I booked an early flight this time around. Although I’m not a morning person, I want to get to New York as early as I can. With only two hours of sleep, I’m practically running on nothing but overflowing emotions that allow me to be numb.
“How are you feeling?,” my boyfriend asked as we walk the early morning streets of Vancouver. There was a loud silence — street cars, buses, and the sound of my suitcases’ wheels rolling on a rough and bumpy concrete. I heard him, but I wasn’t sure how to answer.
I don’t know what to feel. I don’t know what I should feel. My body is flooded with emotions and thoughts. Excitement, uncertainty, sadness, fear, optimism and hope — all rolled into one big snowball of feeling that seem to have been stuck in me.
We hop on the train, dragged my swollen bags, and sat down. Despite my effort to avoid directly looking at him, behind his light rimmed glasses, I could see a collection of tear, grouped in the corner of his eyes, heavy and waiting to run down.
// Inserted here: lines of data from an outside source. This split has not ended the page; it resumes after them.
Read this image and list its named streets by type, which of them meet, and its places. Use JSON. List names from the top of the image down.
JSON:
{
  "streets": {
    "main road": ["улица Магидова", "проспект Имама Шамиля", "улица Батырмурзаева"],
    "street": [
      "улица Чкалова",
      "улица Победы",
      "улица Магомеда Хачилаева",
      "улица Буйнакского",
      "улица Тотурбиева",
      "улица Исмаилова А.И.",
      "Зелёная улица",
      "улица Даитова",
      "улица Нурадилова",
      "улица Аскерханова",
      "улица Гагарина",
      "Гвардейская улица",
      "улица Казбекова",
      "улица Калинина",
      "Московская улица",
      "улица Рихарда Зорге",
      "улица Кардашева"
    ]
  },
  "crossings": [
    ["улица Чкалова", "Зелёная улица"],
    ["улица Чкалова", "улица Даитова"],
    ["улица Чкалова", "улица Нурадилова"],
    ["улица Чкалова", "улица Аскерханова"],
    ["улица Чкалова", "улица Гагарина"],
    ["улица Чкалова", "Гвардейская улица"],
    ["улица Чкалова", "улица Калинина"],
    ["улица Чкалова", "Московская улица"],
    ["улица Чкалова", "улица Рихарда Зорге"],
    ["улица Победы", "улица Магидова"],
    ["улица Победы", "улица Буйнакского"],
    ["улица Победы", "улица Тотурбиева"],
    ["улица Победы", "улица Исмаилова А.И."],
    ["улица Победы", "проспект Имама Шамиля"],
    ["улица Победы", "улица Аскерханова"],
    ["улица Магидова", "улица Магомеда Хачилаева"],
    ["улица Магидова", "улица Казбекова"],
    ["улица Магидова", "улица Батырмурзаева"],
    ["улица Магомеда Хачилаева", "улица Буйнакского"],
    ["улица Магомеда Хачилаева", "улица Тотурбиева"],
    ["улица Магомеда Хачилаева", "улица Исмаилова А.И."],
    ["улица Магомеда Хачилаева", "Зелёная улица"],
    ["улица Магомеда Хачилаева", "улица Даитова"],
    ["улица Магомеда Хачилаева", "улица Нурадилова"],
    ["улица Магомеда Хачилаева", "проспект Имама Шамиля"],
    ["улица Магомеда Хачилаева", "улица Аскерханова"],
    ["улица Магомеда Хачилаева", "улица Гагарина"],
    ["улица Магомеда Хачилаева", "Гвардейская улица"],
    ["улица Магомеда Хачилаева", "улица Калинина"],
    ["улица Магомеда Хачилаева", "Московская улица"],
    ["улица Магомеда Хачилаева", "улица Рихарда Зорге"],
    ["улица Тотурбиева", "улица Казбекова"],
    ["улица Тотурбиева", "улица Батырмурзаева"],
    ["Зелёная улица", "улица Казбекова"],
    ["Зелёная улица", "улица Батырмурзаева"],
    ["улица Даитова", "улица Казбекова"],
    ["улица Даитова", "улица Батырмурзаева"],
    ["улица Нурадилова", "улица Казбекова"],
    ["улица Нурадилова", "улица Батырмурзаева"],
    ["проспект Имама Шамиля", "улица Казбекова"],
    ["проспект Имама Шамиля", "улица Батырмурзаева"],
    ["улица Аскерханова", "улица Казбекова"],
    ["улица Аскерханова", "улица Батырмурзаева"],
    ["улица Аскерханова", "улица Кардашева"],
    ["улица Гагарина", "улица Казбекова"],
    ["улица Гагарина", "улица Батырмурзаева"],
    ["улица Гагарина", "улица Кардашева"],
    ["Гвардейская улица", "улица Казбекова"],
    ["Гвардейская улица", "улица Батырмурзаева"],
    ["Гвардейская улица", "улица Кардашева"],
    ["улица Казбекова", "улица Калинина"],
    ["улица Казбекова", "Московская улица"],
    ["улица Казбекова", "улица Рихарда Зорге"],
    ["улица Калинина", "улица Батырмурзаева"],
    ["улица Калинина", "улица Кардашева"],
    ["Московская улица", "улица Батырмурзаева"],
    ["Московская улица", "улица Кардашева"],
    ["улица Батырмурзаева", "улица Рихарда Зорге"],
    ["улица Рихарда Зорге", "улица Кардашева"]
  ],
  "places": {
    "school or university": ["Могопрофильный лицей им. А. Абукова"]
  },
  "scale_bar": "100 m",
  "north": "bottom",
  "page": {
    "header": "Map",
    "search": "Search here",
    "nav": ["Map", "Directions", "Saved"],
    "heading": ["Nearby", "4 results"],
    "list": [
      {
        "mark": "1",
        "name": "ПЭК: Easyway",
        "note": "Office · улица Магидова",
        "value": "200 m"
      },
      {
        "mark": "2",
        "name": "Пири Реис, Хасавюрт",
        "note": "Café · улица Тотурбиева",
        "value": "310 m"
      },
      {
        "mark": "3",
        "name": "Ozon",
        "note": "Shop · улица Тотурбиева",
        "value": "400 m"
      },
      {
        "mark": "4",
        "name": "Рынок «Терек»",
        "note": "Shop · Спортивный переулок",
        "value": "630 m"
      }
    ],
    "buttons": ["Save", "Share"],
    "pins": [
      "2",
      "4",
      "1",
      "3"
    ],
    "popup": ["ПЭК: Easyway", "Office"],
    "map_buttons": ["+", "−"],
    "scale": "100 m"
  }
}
I checked in. Passed through security where he and I unceremoniously parted ways. It was abrupt. It was like pealing a band aid off, so fast you won’t even feel it. It went smoother than I had imagined it would go. No messy tears, no smudge mascaras and no dramatic score playing in the background. But one thing I can assure. It wasn’t easy — nor was it painless.
I kept myself occupied between napping and watching snow frosts trapped in between the window. Behind it, the sun kissing the left wing of the plane — every now and then the clouds would hug the metal wing, slowly vanishing in the bed of fog — only to reappear again. It was a serene distraction.